Unlike when I was you, are you jealous of the childhood you spend while being loved? That would be more so now.

And most of all, the strangest thing was myself not hating that little one for being so frustrated.

Oh, no, it's not. I don't like it. Just saying I don't hate you. I can't trust you the same way, and I'm uncomfortable being made aware of my ugliness.

"I didn't cry anymore. I'm sorry!

Apparently, he stopped crying. The little one who grips the handkerchief Kay gave him and apologizes as he leans embarrassed.

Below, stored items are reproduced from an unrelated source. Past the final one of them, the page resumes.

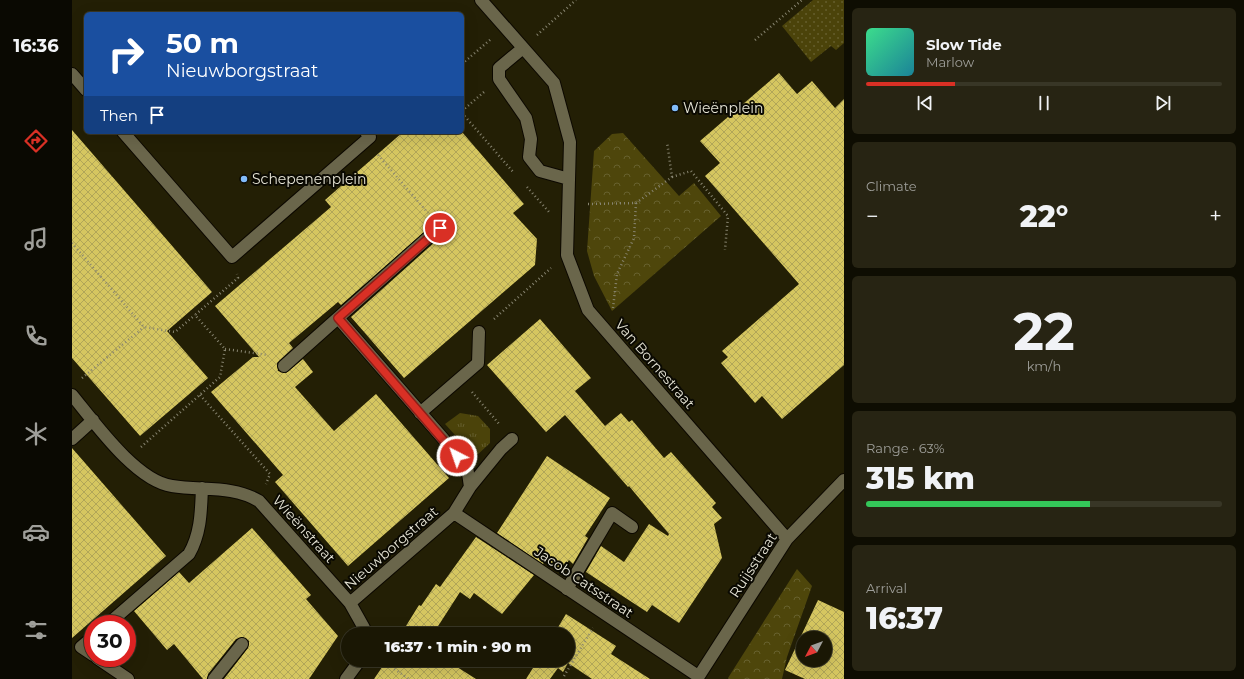 <!DOCTYPE html>
<meta charset="utf-8">
<style>
:root{--surface:#1a1704;--page:#272413;--text:#f1f3f6;--muted:#9f9f9a;--line:#383626;--accent:#d93025}
body{margin:0;font-family:Montserrat,sans-serif;background:var(--page);color:var(--text);height:100vh;display:flex;flex-direction:column;font-size:15px;white-space:nowrap}
*{box-sizing:border-box;margin:0}
p{font-size:13px;color:var(--muted)}
.icon{flex:none;width:22px;height:22px;fill:none;stroke:currentColor;stroke-width:2;stroke-linecap:round;stroke-linejoin:round}
.map{position:relative;flex:1;overflow:hidden}
.panel{display:flex;flex-direction:column;gap:8px;padding:8px;background:#0e0d02;width:400px}
.panel>*{flex:none}
.hud{position:absolute;left:12px;top:12px;width:380px;height:122px;border-radius:6px;box-shadow:0 4px 16px #0002,0 0 0 1px var(--line);background:#1a4fa0;color:#fff;overflow:hidden}
.needle{width:26px;rotate:229deg}
.tools{position:absolute;left:724px;top:631px;display:grid;gap:8px}
.tools a{display:grid;place-items:center;width:36px;height:36px;border-radius:50%;background:var(--surface);box-shadow:0 4px 16px #0002,0 0 0 1px var(--line);font-size:20px}
.speed{position:absolute;left:12px;top:615px;display:flex;gap:8px;font-size:20px;font-weight:700;text-align:center}
.speed>*{display:grid;place-content:center;width:52px;height:52px;border-radius:50%;background:var(--surface);box-shadow:0 4px 16px #0002,0 0 0 1px var(--line);line-height:1}
.speed .limit{border:6px solid #d22;background:#fff;color:#111}
.pin{position:absolute;display:grid;place-items:center;width:34px;height:34px;color:#fff;margin:-17px;border:2px solid #fff;border-radius:50%;box-shadow:0 1px 4px #0007}
.me{position:absolute;width:44px;margin:-22px;rotate:319deg;stroke-linejoin:round;filter:drop-shadow(0 0 3px #0008)}
.turn{display:flex;align-items:center;gap:14px;height:84px;padding:0 16px;font-size:18px}
.turn .icon{width:52px;height:52px;stroke-width:2.5}
.turn b{display:block;font-size:28px;line-height:34px}
.then{display:flex;align-items:center;height:38px;padding:0 16px;background:#0003;gap:8px;font-size:15px}
.big{font-size:30px;font-weight:800;line-height:1.1}
.panel .card{flex:1;display:flex;flex-direction:column;justify-content:center;gap:6px;min-width:0;padding:0 14px;border-radius:6px;background:var(--page)}
.panel .dial{align-items:center;gap:0}
.dial b{font-size:52px;line-height:1}
.song{display:flex;align-items:center;gap:12px}
.cover{width:48px;height:48px;border-radius:6px;background:linear-gradient(135deg,hsl(150 70% 55%),hsl(190 70% 35%))}
.played{height:4px;border-radius:2px;background:linear-gradient(90deg,var(--accent) 25%,var(--line) 25%)}
.keys{display:flex;justify-content:space-around;direction:ltr}
.heat{display:flex;justify-content:space-between;align-items:center;font-size:22px;direction:ltr}
.charge{height:6px;border-radius:3px;background:linear-gradient(90deg,#34c759 63%,var(--line) 0)}
.trip{position:absolute;left:269px;top:627px;width:234px;height:40px;border-radius:20px;background:var(--surface);box-shadow:0 4px 16px #0002,0 0 0 1px var(--line);font-weight:800;line-height:40px;text-align:center}
main{display:flex;flex:1;min-height:0}
.dock{display:flex;flex-direction:column;width:72px;justify-content:space-around;align-items:center;background:#0a0902;color:var(--muted)}
.dock .icon{width:28px;height:28px}
.dock .active{color:var(--accent)}
.dock b{font-size:18px;color:var(--text)}
.map>svg:first-child{display:block}
</style>
<main>
<nav class="dock">
<b>16:36</b>
<svg class="icon active" aria-label="directions" viewBox="0 0 24 24"><path d="M12 3l9 9-9 9-9-9zM9 14v-3h6M13 9l2 2-2 2"/></svg>
<svg class="icon" aria-label="music" viewBox="0 0 24 24"><path d="M9 18V5l10-2v13"/><circle cx="6" cy="18" r="3"/><circle cx="16" cy="16" r="3"/></svg>
<svg class="icon" aria-label="phone" viewBox="0 0 24 24"><path d="M5 4h4l2 5-3 2q2 4 5 5l2-3 5 2v4C11 20 4 13 5 4z"/></svg>
<svg class="icon" aria-label="climate" viewBox="0 0 24 24"><path d="M12 3v18M4 7l16 10M4 17L20 7"/></svg>
<svg class="icon" aria-label="car" viewBox="0 0 24 24"><path d="M5 17H2v-5l4-1 3-4h7l3 4 3 1v5h-3M9 17h6M6 11h13"/><circle cx="7" cy="17" r="2"/><circle cx="17" cy="17" r="2"/></svg>
<svg class="icon" aria-label="filters" viewBox="0 0 24 24"><path d="M4 7h16M4 17h16"/><circle cx="9" cy="7" r="2"/><circle cx="15" cy="17" r="2"/></svg>
</nav>
<div class="map">
<svg width="772" height="679" viewBox="0 0 772 679">
<defs>
<pattern id="grass-dots" width="8" height="8" patternUnits="userSpaceOnUse"><rect width="8" height="8" fill="#4b430a"/><path d="M2 2h.1M6 6h.1" fill="none" stroke="#655e2d" stroke-width="1.8" stroke-linecap="round"/></pattern>
<pattern id="forest-crowns" width="20" height="18" patternUnits="userSpaceOnUse"><rect width="20" height="18" fill="#4e460b"/><path d="M2 6a3 3 0 1 1 6 0M12 15a3 3 0 1 1 6 0" fill="none" stroke="#67612e"/></pattern>
<pattern id="park-tufts" width="24" height="20" patternUnits="userSpaceOnUse"><rect width="24" height="20" fill="#4b430a"/><path d="M3 7l-1-3M5 7V3M7 7l1-3M15 17l-1-3M17 17v-4M19 17l1-3" fill="none" stroke="#655e2d"/></pattern>
<pattern id="building-cross-hatch" width="8" height="8" patternUnits="userSpaceOnUse"><rect width="8" height="8" fill="#d5c660"/><path d="M0 0l8 8M0 8l8-8" fill="none" stroke="#b1a658"/></pattern>
</defs>
<rect width="100%" height="100%" fill="#231f05"/>
<path fill="url(#grass-dots)" d="M 741,0 L 772,0 L 772,43 L 764,50 L 759,46 L 739,62 L 710,26 Z"/>
<path fill="url(#forest-crowns)" d="M 551,133 L 607,196 L 622,183 L 649,216 L 540,311 L 522,276 L 515,251 L 522,151 L 540,134 Z
M 725,569 L 740,586 L 715,657 L 710,679 L 657,679 L 656,678 Z"/>
<path fill="url(#park-tufts)" d="M 388,413 L 406,416 L 418,429 L 418,443 L 403,457 L 373,424 Z"/>
<path fill="url(#building-cross-hatch)" fill-rule="evenodd" d="M 707,73 L 725,94 L 740,81 L 763,108 L 772,99 L 772,365 L 710,419 L 690,396 L 683,403 L 649,363 L 656,357 L 650,351 L 727,284 L 633,176 L 648,163 L 628,141 Z
M 0,130 L 140,292 L 95,331 L 136,378 L 68,436 L 0,358 Z
M 331,132 L 390,132 L 452,204 L 441,213 L 465,239 L 463,265 L 332,378 L 279,317 L 373,233 L 375,229 L 374,222 L 366,220 L 269,305 L 266,302 L 217,343 L 221,348 L 205,363 L 206,371 L 214,373 L 231,359 L 241,372 L 223,387 L 262,431 L 304,394 L 377,478 L 276,566 L 203,482 L 211,475 L 139,392 L 181,357 L 187,357 L 143,306 L 259,207 L 253,200 Z
M 468,319 L 519,378 L 503,391 L 533,426 L 549,413 L 557,422 L 560,420 L 592,458 L 599,452 L 644,503 L 640,507 L 650,518 L 642,524 L 650,558 L 607,623 L 580,605 L 575,612 L 514,572 L 529,546 L 552,562 L 577,524 L 596,536 L 597,534 L 557,486 L 556,487 L 493,415 L 474,432 L 415,365 Z
M 0,448 L 94,556 L 0,638 Z
M 475,456 L 538,498 L 513,536 L 516,538 L 501,564 L 497,560 L 489,572 L 473,561 L 471,564 L 425,533 Z
M 180,528 L 239,595 L 234,599 L 266,636 L 237,679 L 152,679 L 176,648 L 177,641 L 171,637 L 164,639 L 136,674 L 135,679 L 131,679 L 102,644 L 95,650 L 62,611 L 107,572 L 117,583 Z
M 404,537 L 462,575 L 430,614 L 402,593 L 398,599 L 388,592 L 361,634 L 329,634 L 347,605 L 349,606 L 364,584 L 368,587 Z
M 746,600 L 772,612 L 772,679 L 733,679 L 713,670 ZM 731,638 L 753,638 L 753,660 L 731,660 Z
M 494,614 L 544,646 L 539,654 L 578,679 L 520,679 L 496,663 L 491,672 L 486,668 L 478,679 L 454,679 L 466,660 L 496,660 L 496,634 L 482,634 Z
M 315,660 L 374,660 L 404,679 L 302,679 Z"/>
<g fill="none" stroke-linecap="round" stroke-linejoin="round">
<defs>
<path id="lane" d="M 495,589 L 540,513 L 560,527"/>
<path id="street" d="M 409,0 L 482,83 L 498,142 L 495,255 L 516,310 L 715,539
M 451,48 L 427,68 L 427,79 L 454,118 L 459,139 L 457,157 L 468,171 L 497,179
M 0,74 L 14,90
M 51,132 L 160,257 L 298,137 L 294,132
M 266,318 L 395,466 L 398,487 L 382,513 L 278,603 L 292,628 L 292,634
M 212,366 L 368,227
M 0,395 C 23,423 64,481 100,486 C 130,491 160,485 187,501 L 278,603
M 348,413 L 406,363 L 407,332
M 0,439 L 21,420
M 398,487 L 429,449 L 440,439
M 382,513 L 626,676
M 36,624 L 117,554 C 129,533 129,511 130,488
M 21,637 L 9,647 L 21,655
M 25,658 L 56,679
M 142,679 L 170,644
M 274,679 L 288,660
M 625,679 L 715,539 L 772,480"/>
</defs>
<use href="#lane" stroke="#0c0800" stroke-width="14"/>
<use href="#street" stroke="#0c0800" stroke-width="14"/>
<path stroke="#888571" stroke-width="2.5" stroke-dasharray="1 3" stroke-linecap="butt" d="M 465,35 L 504,0
M 683,40 L 730,0
M 390,64 L 419,39
M 390,111 L 412,92
M 390,113 L 442,173
M 306,155 L 356,213
M 600,177 L 619,171 L 656,216 L 653,250
M 455,187 L 477,212
M 516,204 L 564,203 L 600,177 L 595,142
M 0,243 L 72,327 L 103,332 L 123,315
M 541,308 L 545,274 L 562,238 L 564,203
M 422,319 L 479,268
M 153,349 L 196,355
M 10,378 L 72,327
M 400,392 L 428,425
M 128,395 L 198,474 L 194,484
M 69,447 L 148,377 L 153,349 L 123,315 L 166,278 L 165,274
M 309,660 L 337,679
M 492,676 L 521,628"/>
<use href="#lane" stroke="#6a664b" stroke-width="12"/>
<use href="#street" stroke="#6a664b" stroke-width="12"/>
</g>
<g fill="none" stroke-linecap="round" stroke-linejoin="round">
<defs>
<path id="route" d="M 368,228 L 266,318 L 385,456"/>
</defs>
<use href="#route" stroke="#8d1f18" stroke-width="10"/>
<use href="#route" stroke="#d93025" stroke-width="7"/>
</g>
<g fill="#82bcfa" stroke="#0a0902" stroke-width="1.5">
<circle cx="603" cy="108" r="4"/>
<circle cx="172" cy="179" r="4"/>
</g>
<g text-anchor="middle" dominant-baseline="central" stroke-width="4" stroke-linejoin="round" paint-order="stroke">
<g font-size="14" fill="#e5e3d4" stroke="#0a0902" text-anchor="start">
<text x="611" y="108">Wieënplein</text>
<text x="180" y="179">Schepenenplein</text>
</g>
<g font-size="14" fill="#e5e3d4" stroke="#0a0902">
<text transform="translate(583 364) rotate(49)">Van Bornestraat</text>
<text transform="translate(232 529) rotate(48)">Wieënstraat</text>
<text transform="translate(319 548) rotate(-41)">Nieuwborgstraat</text>
<text transform="translate(681 565) rotate(-57)">Ruijsstraat</text>
<text transform="translate(512 582) rotate(34)">Jacob Catsstraat</text>
</g>
</g>
</svg>
<div class="tools">
<a><svg class="needle" viewBox="-14 -14 28 28"><path d="M0-13l5 13h-10z" fill="#e53935"/><path d="M0 13l5-13h-10z" fill="#9f9f9a"/></svg></a>
</div>
<div class="speed"><div class="limit">30</div></div>
<div class="pin" style="left:368px;top:228px;background:#d93025"><svg class="icon" aria-label="arrive" viewBox="0 0 24 24"><path d="M6 21V4h12l-3 4 3 4H6"/></svg></div>
<svg class="me" style="left:385px;top:456px" viewBox="-20 -20 40 40"><circle r="17" fill="#d93025" stroke="#fff" stroke-width="3"/><path d="M0-11L8 9 0 5-8 9z" fill="#fff"/></svg>
<div class="trip">16:37 · 1 min · 90 m</div>
<div class="hud">
<div class="turn"><svg class="icon" aria-label="right" viewBox="0 0 24 24"><path d="M7 20v-9h11M14 6l5 5-5 5"/></svg><div><b>50 m</b>Nieuwborgstraat</div></div>
<div class="then">Then<svg class="icon" aria-label="arrive" viewBox="0 0 24 24"><path d="M6 21V4h12l-3 4 3 4H6"/></svg></div>
</div>
</div>
<section class="panel">
<div class="card">
<div class="song"><i class="cover"></i><div><b>Slow Tide</b><p>Marlow</p></div></div>
<div class="played"></div>
<div class="keys"><svg class="icon" aria-label="previous" viewBox="0 0 24 24"><path d="M18 5L8 12l10 7zM5 5v14"/></svg><svg class="icon" aria-label="pause" viewBox="0 0 24 24"><path d="M8 5v14M16 5v14"/></svg><svg class="icon" aria-label="next" viewBox="0 0 24 24"><path d="M6 5l10 7-10 7zM19 5v14"/></svg></div>
</div>
<div class="card"><p>Climate</p>
<div class="heat"><a>−</a><b class="big">22°</b><a>+</a></div>
</div>
<div class="card dial"><b>22</b><p>km/h</p></div>
<div class="card"><p>Range · 63%</p><b class="big">315 km</b><div class="charge"></div></div>
<div class="card"><p>Arrival</p><b class="big">16:37</b></div>
</section>
</main>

Good, have you stopped crying? I don't know what's going to happen... no? I was just relieved that I seemed to be able to teach in the afternoon. Otherwise, I don't care if the little one cries or calls. Well, I can't ignore injuries as someone involved in healthcare.

"Hmm? Were you sleepy because you cried? You can sleep like this. I'll take you to the dormant room."

While the little one seemed sorry, she fell asleep in Kay's arms as she rubbed her eyes together in a way she couldn't resist drowsiness. How about no shards of vigilance?

"Hey, Lekie. You're a mentor today, so stay close to him while you take a nap. I was about to fall down the stairs yesterday when I woke up, and this ole got a hiatus! Ha ha!

"From the stairs......!? Dumb bastard, take a good look!

"Is that why you're telling me now? Don't say too much. Next time, you should be careful."

If you're hurt badly, you can't say the same thing! I'm upset to think so.

"Huh. Leki, are you worried about Meg, too?

"Ha!? Who the hell...! I belong to the medical department, of course!

What are you talking about, you flowery snake! There's something about me worrying about someone!

... nothing! I really don't think so!!